The White Paper was given short shrift by most of the mainstream media. While its aims of creating a National Care Service were seen as laudable, many focused on the delays to making changes, how it would be paid for – and by whom – and the lingering “Death Tax”.
Those that gave the White Paper the most enthusiastic welcome tended to be the organisations that are government-backed. To paraphrase Mandy Rice-Davies, well, they would, wouldn’t they?
Charities and third sector organisations seem to have generally given the White Paper a good welcome, but again question where the money will come from for it.
Meanwhile, think tank the King’s Fund – an advocate of the partnership approach before the paper came out – welcomed the ‘ambitious’ plan, but questioned where the money to do it would come from, calling for detailed proposals urgently.
I reckon the King’s Fund was spot-on.
Now I’ve had time to reflect, it seems clearer that the White Paper has been geared to the election – it is big on ideas, but short on detail. Style over substance, if you will.
I really like the idea of the National Care Service – its aims are laudable and it is something to be aspired to. In an ideal world it would be here already.
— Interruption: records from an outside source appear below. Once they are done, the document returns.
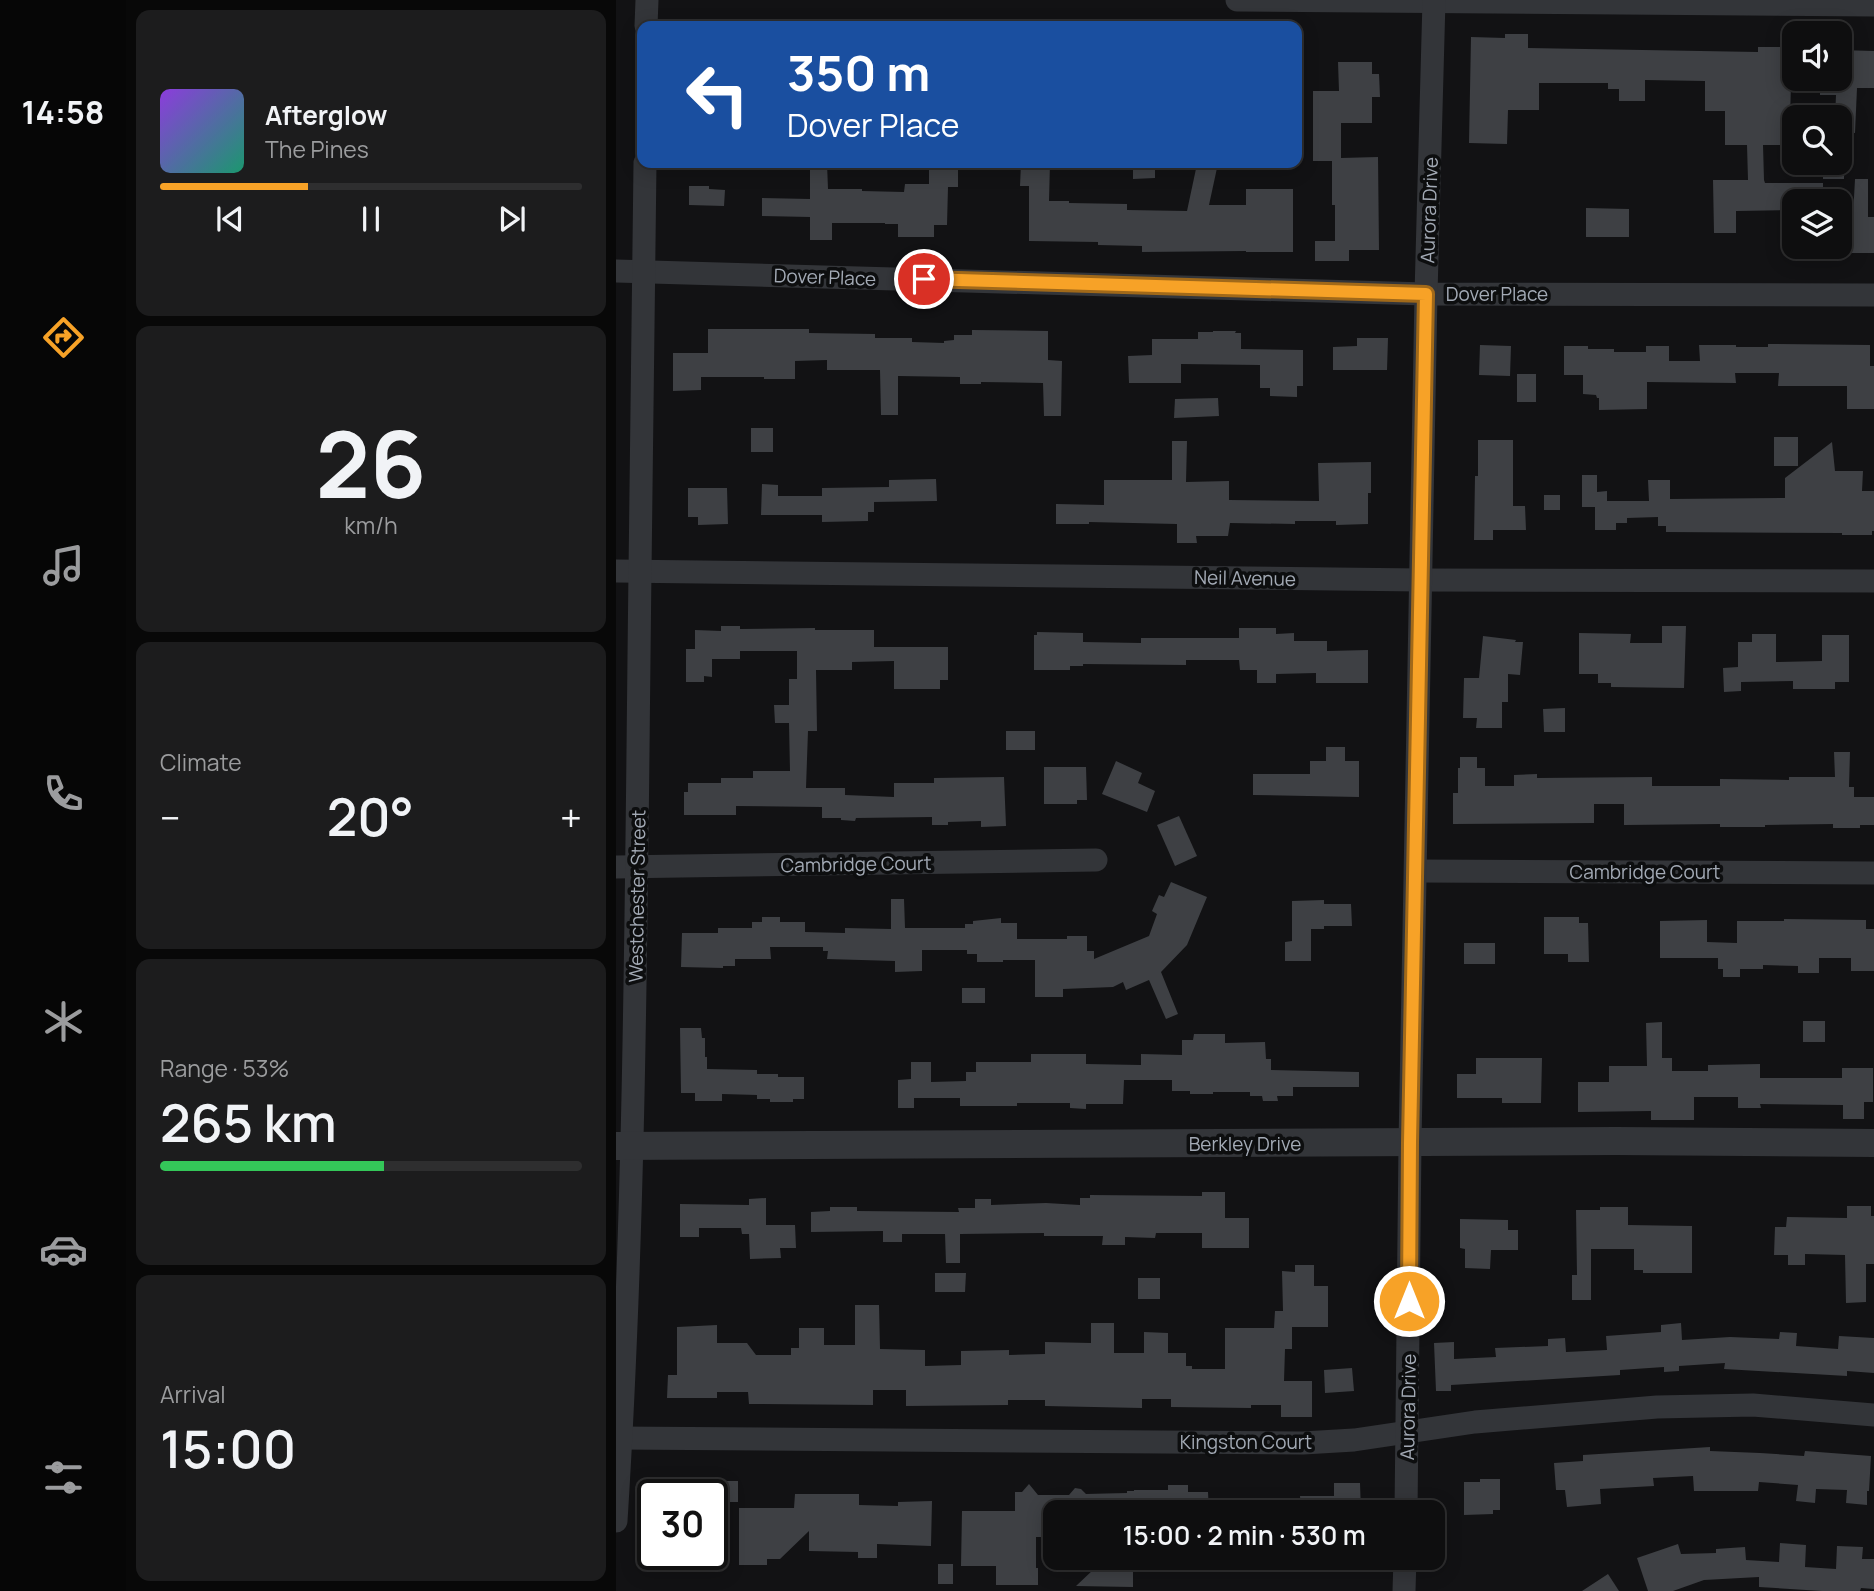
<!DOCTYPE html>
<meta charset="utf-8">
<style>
body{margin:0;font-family:Manrope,sans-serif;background:#1c1c1d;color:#f1f3f6;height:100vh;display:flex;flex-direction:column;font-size:26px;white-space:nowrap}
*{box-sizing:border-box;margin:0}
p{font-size:23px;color:#9b9c9e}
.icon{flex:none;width:38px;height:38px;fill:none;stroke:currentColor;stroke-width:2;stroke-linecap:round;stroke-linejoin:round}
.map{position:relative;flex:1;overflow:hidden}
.details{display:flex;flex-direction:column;gap:10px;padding:10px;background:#080808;width:490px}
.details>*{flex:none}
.top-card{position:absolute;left:21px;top:21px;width:665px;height:147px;border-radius:14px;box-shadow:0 4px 18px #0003,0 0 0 2px #2e2e2f;background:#1a4fa0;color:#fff;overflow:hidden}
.tools{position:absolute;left:1166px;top:21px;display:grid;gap:14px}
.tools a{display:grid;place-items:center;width:70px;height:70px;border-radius:14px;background:#0e0e0f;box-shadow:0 4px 18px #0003,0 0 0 2px #2e2e2f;font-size:35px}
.speed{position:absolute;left:21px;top:1479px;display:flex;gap:14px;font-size:35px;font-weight:700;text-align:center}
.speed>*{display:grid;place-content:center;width:91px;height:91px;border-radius:50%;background:#0e0e0f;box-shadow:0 4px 18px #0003,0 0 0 2px #2e2e2f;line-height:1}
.speed .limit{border:4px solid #111;border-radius:10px;background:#fff;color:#111}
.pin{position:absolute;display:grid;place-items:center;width:60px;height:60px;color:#fff;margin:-30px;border:4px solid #fff;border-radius:50%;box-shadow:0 2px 7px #0007}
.me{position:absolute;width:77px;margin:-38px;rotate:0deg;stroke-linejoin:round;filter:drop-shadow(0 0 5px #0008)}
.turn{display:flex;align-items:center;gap:24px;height:147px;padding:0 35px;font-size:32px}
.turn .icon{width:91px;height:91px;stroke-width:2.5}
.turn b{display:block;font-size:49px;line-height:60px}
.big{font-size:52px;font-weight:600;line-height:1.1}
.details .widget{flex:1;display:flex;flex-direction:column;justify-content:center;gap:10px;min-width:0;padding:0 24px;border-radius:14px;background:#1c1c1d}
.details .dial{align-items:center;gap:0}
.dial b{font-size:91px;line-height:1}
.song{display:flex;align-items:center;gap:21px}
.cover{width:84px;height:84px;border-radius:10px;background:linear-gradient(135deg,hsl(270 70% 55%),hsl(160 70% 35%))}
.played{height:7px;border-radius:4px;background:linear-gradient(90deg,#f7a227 35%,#2e2e2f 35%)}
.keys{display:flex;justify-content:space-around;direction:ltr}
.heat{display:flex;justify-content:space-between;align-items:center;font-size:38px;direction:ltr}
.charge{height:10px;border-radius:5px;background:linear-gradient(90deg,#34c759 53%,#2e2e2f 0)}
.trip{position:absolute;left:427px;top:1500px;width:402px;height:70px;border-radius:14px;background:#0e0e0f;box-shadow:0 4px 18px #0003,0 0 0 2px #2e2e2f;font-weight:600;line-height:70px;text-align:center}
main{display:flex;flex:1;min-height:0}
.tab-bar{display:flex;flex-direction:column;width:126px;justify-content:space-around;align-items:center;background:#060606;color:#9b9c9e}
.tab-bar .icon{width:49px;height:49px}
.tab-bar .current{color:#f7a227}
.tab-bar b{font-size:32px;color:#f1f3f6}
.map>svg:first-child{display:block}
.building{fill:#3e4044}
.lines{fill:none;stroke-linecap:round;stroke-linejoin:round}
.minor{stroke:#333539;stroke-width:23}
.tertiary{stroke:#333539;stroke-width:28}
.route-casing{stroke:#a16919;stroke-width:18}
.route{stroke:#f7a227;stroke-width:12}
.labels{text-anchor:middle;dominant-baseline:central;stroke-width:7;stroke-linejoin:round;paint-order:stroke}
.street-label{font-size:19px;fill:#a3aab5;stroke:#0d0e0f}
</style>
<main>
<nav class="tab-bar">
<b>14:58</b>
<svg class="icon current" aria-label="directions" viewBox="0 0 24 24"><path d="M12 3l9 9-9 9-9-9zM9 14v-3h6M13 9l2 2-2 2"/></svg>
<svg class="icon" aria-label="music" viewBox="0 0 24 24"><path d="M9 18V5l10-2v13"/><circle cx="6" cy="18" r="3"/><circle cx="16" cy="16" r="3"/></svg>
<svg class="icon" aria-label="phone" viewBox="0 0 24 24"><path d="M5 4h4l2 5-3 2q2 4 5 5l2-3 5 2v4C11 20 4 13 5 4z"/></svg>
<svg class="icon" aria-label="climate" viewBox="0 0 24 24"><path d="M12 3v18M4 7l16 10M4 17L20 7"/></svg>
<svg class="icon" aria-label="car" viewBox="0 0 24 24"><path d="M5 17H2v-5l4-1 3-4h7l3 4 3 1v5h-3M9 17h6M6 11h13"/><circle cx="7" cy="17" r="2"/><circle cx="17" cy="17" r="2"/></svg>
<svg class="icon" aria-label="filters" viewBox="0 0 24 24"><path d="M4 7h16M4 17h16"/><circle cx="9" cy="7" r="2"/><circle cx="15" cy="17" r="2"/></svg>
</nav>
<section class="details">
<div class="widget">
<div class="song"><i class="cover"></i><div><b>Afterglow</b><p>The Pines</p></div></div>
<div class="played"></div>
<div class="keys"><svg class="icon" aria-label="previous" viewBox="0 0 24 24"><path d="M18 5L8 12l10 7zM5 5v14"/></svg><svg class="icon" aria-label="pause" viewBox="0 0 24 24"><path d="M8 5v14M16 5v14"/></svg><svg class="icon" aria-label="next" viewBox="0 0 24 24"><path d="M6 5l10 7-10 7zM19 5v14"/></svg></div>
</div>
<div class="widget dial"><b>26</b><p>km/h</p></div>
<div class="widget"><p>Climate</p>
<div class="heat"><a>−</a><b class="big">20°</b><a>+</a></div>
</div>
<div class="widget"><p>Range · 53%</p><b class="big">265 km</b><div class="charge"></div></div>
<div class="widget"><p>Arrival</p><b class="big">15:00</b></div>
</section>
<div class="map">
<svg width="1258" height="1591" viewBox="0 0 1258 1591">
<rect width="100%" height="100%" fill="#121214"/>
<g class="building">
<path d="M889,34H912V48L1142,52V47H1176L1174,120H1178V145H1147L1148,180L1149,183H1207V201H1178V210L1120,211V233H1098L1097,180H1132L1131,145H1109V111H1089V81L1029,80V101H1003V89H992V83H923V110H892L891,144L853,143L855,37L889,38Z"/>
<path d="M1223,50L1258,51V88H1241L1239,133L1223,132V117H1219L1220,95H1204V79H1223Z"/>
<path d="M722,62H756V74H763L764,97H756V123H725V158L762,157L763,250H733V261H699V241H719V205H716V161H697V91H723Z"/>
<path d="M194,163H211L212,189H246V191L288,192L289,184H313V163H342V187H332L331,225H318V237H282V224H269V223H216V240H194V217L146,216V198L194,199Z"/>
<path d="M405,163H434L433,201H453V203L511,204V210L571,211L581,164L601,168L593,205H630V189H677V252H630V251L526,252V246L482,245V242L413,241V186H404Z"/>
<path d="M517,163H539V178L517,179Z"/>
<rect x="1207" y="163" width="21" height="16"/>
<path d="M1239,179H1252V217H1258V253H1235Z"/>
<path d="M73,186H93V189L109,190L108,206L73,205Z"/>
<path d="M970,208L1013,209V237H970Z"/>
<path d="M92,329H193V333L259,334V338H296V342L328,343V341L338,340V335H356V330L432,331V360L446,361L445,416H428L427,383L365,382V384H344V377L282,376V415H265L264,370H211V360L179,361V379H148V377H85V390L57,391V353H92Z"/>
<path d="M597,331H620L619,333H625V349L687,350V386H681V397L654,396V388H644V365L565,364V383H513L512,356L536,355V339H582V332H597Z"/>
<path d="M741,338H772L771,370H717V347L741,346Z"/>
<path d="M1152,344L1254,345V366H1258V409H1231V386H1162L1163,373H1119L1120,383L1031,382V409L983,410V398H981L980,395L967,394V375H948V346H972V349H998V352H1030V346H1053V361H1084L1083,345H1120V347H1152Z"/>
<path d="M864,345L895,346L894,376L863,375Z"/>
<rect x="901" y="374" width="19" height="28"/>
<path d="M602,398L603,416L558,418L559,399Z"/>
<rect x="135" y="428" width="22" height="24"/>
<rect x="1158" y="437" width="24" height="29"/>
<path d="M862,440H897V506H909L910,530H877V540H858L859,476H862Z"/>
<path d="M556,441H571L570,482L613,481V500L703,501L702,463L755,462V493H752V524L720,525V521H679V524L614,523L612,536H580L581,543H561V524L473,522V524H440V504L488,505V480H556Z"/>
<path d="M1216,442L1219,471H1247L1246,491H1258V531H1256V535H1226V533L1050,532V526H1042V517L1011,518V523H1000V530H979V507H966V475H981V492L991,491V501H1033L1032,480H1054V499L1169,498V478Z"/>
<path d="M320,479L321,501L258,502V512H252V521L206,522V515H145L146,484L162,485V496H206V488L273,487V480Z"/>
<path d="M72,488H111L112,524L82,525V517H72Z"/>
<rect x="928" y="495" width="16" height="15"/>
<path d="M105,626H124V629L199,628V630H258V647H332V680H324V689H278V661L236,662V670H200L201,731H192L190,788H229V795L278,797V783H318V778L388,777L390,826L365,827V821L332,822V825H316V817L240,818L239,821L225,820V818H206V807L120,806V815H68V792H72V783H105V778H137V771H174L173,723H159L158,705H173V679H181V651H124V659H96V677L88,676V682H70V649H79V630L105,631Z"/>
<path d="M1046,626H1070L1068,688L995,687V683H982V674H963V633L1015,634L1014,643H1046Z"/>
<path d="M623,628H660V634L678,633V641H711V651L752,650V683H700V673L660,674V683H641V670H624L623,660H570V665L467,664V666H454V670H418V635H421V632L467,633V642L525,643V638H623Z"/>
<path d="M1136,634H1160V662L1206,661V635H1233V682H1219V689H1177V681L1125,682V691L1108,692L1107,668L1122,667V642H1136Z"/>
<path d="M867,636L900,640L899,642H907L904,675L892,674V702H886V728H860L861,718H847L848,678H863Z"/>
<path d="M949,708V732H928L927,709Z"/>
<rect x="390" y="731" width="29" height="19"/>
<path d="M710,747H729V761H743V797L637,795V774H694V761H710Z"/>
<path d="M1218,752H1234L1233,787H1238V797H1258V825H1244V828H1217V824L1149,825V827H1104V824L1008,825V804H978V823L837,824V793H842V768H844V757H861V768H869V786H898V775L921,774V778L1036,777V786H1104V779L1173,780V777H1219Z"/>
<path d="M500,761L526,773L522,783L539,791L531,812L486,794Z"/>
<path d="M428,767H470L471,800H461V804H428Z"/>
<path d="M563,816L581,856L559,866L541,825Z"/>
<path d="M555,882L591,897L571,945L545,972L562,1014L550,1019L533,980L510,990L507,982L497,987L447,989V997H419V960H387V962H361V954H351V950H306V971L279,972V961L211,959L212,951H207V947H154L155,959H119V966H107V968L65,967L66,933H102V928H136V922H146V917H164V922H189V932L229,933V928L275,929V899H288L289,928H349V924H357V921L385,918V923H401V939H451V936H471V951H478V959L533,936L541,914L536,911L543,895L548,897Z"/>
<path d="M708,900V904H735L736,926H708V929H695V961H669V942L676,941V901Z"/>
<path d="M928,917H963V923H972L973,962H952V954H928Z"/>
<path d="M1168,919L1250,920V929H1258V971H1235V958H1203V973H1182V966L1147,965V969H1124V977H1107V969H1102V958H1044V921L1091,920V942L1121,943V921H1168Z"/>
<rect x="848" y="943" width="31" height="21"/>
<rect x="346" y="988" width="23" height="15"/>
<rect x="1187" y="1021" width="22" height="21"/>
<path d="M1046,1022V1058H1056V1071H1092V1065L1144,1064V1078H1226V1068H1257V1102H1248V1119H1227V1105L1144,1104L1145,1108H1122V1097H1078V1120H1035V1111L962,1112V1082H993V1066H1031L1030,1023Z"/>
<path d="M64,1028H85L86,1038H89V1057H91V1069L141,1070V1074H162V1077H188V1099H177V1102H154V1099H141V1095L106,1094V1101H79V1093H65Z"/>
<path d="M578,1034H609V1043L649,1042L650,1059H655V1070L743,1072V1087H677V1096H661L662,1101H647L646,1096H634V1092H597V1094H574V1091H556V1080H508L507,1104H470V1109L454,1108V1103H401V1106H344V1098H298V1108H282V1080L295,1079V1062H315V1082L350,1081V1072H360V1062H415V1054H470V1064L525,1065V1054L566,1055V1040H577Z"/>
<path d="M860,1058H926L925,1103H886V1098H841V1074H860Z"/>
<path d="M586,1192H609V1218H633V1248H586V1233H540L539,1238L509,1237V1245H486L487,1236H428V1233L344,1234V1263H330L329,1234H286V1242H267V1231L195,1232V1212L214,1211V1207H241V1211L343,1212L342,1208H359V1199H375V1205L430,1203L464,1205V1198H474V1195L586,1196Z"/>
<path d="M150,1198V1225H179L180,1248H164L165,1258L134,1259L133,1234H126L125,1228H83V1237H64V1204L133,1205V1199Z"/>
<path d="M1231,1206H1255V1216H1258V1264H1250V1302L1230,1303L1229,1255L1189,1254V1265H1172V1255H1158L1159,1227H1170L1171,1217L1231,1218Z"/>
<path d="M984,1207H1012V1225L1076,1226V1273H1027V1270H1018V1249H975V1300H956V1275H961L960,1210H984Z"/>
<path d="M844,1219L892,1220V1230H902V1250H875L874,1269L849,1268V1249L844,1248Z"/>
<path d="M679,1265H698V1286H712V1327H676V1349H669L668,1381H696V1417H665V1405H635V1408L555,1407V1399H526V1408L429,1406V1400H392V1405L290,1406V1390H257V1405L133,1404L132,1392H101V1398H51L52,1375H61V1327L101,1325V1343H131L140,1355H175V1348H183V1328H208V1345H239V1305H263L264,1349L309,1350V1366L345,1365V1351L393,1350V1355L429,1354V1342L475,1343V1323H498V1353H528V1332L552,1333V1353H570V1366H576V1369H609V1328H658L659,1311H667L666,1271L679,1272Z"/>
<path d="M319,1273H350L349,1292H319Z"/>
<rect x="522" y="1278" width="22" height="21"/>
<path d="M1065,1323L1066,1340L1114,1337L1163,1339L1164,1332L1181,1333L1180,1346L1222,1349L1223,1336L1258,1338V1373L1231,1371V1376L1108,1369L1109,1363L1063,1366V1371L1048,1372V1367L1004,1370V1375L835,1385V1391H820L818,1343L838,1342V1359L880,1357L879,1348L932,1346V1339L949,1338L950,1352L991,1350L990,1336L1045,1332V1325Z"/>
<path d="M736,1368L738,1391L709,1393L708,1370Z"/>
<path d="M1094,1447V1451L1144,1453L1188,1456L1189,1451L1255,1456L1253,1491H1251V1505L1230,1503L1231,1490L1200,1489L1199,1503L1180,1501L1182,1485L1143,1482L1142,1491H1078L1077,1476L1037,1478L1038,1486L984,1489L985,1504L951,1507L949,1490H940L938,1463L967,1461V1455Z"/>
<path d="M864,1479H884V1510H877V1514L848,1515V1482H864Z"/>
<rect x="102" y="1481" width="20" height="21"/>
<path d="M718,1483H744L745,1512H685L684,1496H718Z"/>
<path d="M413,1484L422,1495H453L459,1488L465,1489L470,1494L511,1493V1491H518V1490H552V1485H572V1492H592L593,1512H439V1537H420V1568H422V1585H380V1566H345L346,1511H399V1492H406Z"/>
<path d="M179,1494H243V1505L282,1506V1502L316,1501L315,1546L261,1544V1558H242V1552L193,1551V1531L164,1559H151V1565H123V1508H178Z"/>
<path d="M1164,1543L1190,1545L1189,1567L1220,1569L1221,1546L1247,1547L1246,1559H1258V1589L1245,1588L1244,1591H1206L1143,1587V1577L1088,1580L1057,1591H1032L1021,1558L1062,1544L1065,1554L1100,1553V1549L1129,1547L1130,1560L1163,1562Z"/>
<rect x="322" y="1564" width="15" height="20"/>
<path d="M478,1564H517V1587L460,1586L478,1569Z"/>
<path d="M992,1574L1003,1591H966Z"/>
</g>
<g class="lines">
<g class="minor">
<path d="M621,0L1258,5"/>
<path d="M30,26L31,0"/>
<path d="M0,271L810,294L1258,295"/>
<path d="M0,571L805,580L1258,581"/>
<path d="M0,867L480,860"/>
<path d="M800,871L1258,873"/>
<path d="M0,1438L687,1443L738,1440L859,1422L1041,1407L1137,1405L1258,1415"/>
<path d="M790,1512L794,1143L810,294L818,0"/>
<path d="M0,1521C20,1205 20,889 24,572C25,436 28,299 29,163"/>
<path d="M788,1591L789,1558"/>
</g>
<path class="tertiary" d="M0,1146L1000,1141L1258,1143"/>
</g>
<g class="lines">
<g class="route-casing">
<path id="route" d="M308,279L810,294L794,1143L793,1301"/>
</g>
<use href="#route" class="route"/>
</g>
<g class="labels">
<g class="street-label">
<text transform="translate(813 210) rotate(-88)">Aurora Drive</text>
<text transform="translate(209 277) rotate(2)">Dover Place</text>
<text x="881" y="294">Dover Place</text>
<text transform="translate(629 578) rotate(1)">Neil Avenue</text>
<text transform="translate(240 864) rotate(-1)">Cambridge Court</text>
<text x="1029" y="872">Cambridge Court</text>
<text transform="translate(21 896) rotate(-89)">Westchester Street</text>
<text x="629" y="1144">Berkley Drive</text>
<text transform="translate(792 1407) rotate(-89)">Aurora Drive</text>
<text x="630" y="1442">Kingston Court</text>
</g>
</g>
</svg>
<div class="tools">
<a><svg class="icon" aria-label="sound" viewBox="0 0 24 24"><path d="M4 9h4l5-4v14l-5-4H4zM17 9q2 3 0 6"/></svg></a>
<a><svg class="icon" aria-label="search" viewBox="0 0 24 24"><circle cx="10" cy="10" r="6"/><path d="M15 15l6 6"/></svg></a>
<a><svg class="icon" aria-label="layers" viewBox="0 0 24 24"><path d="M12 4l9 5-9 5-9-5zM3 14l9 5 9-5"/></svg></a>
</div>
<div class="speed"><div class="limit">30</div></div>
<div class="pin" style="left:308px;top:279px;background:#d93025"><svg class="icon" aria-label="arrive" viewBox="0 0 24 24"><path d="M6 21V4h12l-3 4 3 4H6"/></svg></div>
<svg class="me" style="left:793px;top:1301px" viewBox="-20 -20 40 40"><circle r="17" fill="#f7a227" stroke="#fff" stroke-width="3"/><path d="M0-11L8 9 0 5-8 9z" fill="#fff"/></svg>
<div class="trip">15:00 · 2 min · 530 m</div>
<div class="top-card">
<div class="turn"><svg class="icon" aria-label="left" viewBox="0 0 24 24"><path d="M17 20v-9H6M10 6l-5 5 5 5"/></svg><div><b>350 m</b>Dover Place</div></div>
</div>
</div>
</main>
But – and it’s a big but – I cannot work out how it would be paid for, without having to raise taxes, impose compulsory levies on the public or take money from other budgets. Nether, I suspect, judging by the content of the paper, do the government.
Also, given that the original aim of its preceding green paper was to address the funding of adult social care – with the hope that it would get rid of the current means-testing system – it has singularly failed to do it.
Indeed, the whole question of funding was fudged, with a call for another commission to be set up to investigate the best ways. Evidently the government didn’t want to be associated with any new taxes before the election, so has kicked it into the next parliament.
As a result, the system will creak on, as it has done for years, hated by many. A chance for genuine – and needed – reform of the funding system has been lost, sacrificed at the altar of electioneering.
For me, that clouds all the good ideas contained in the White Paper.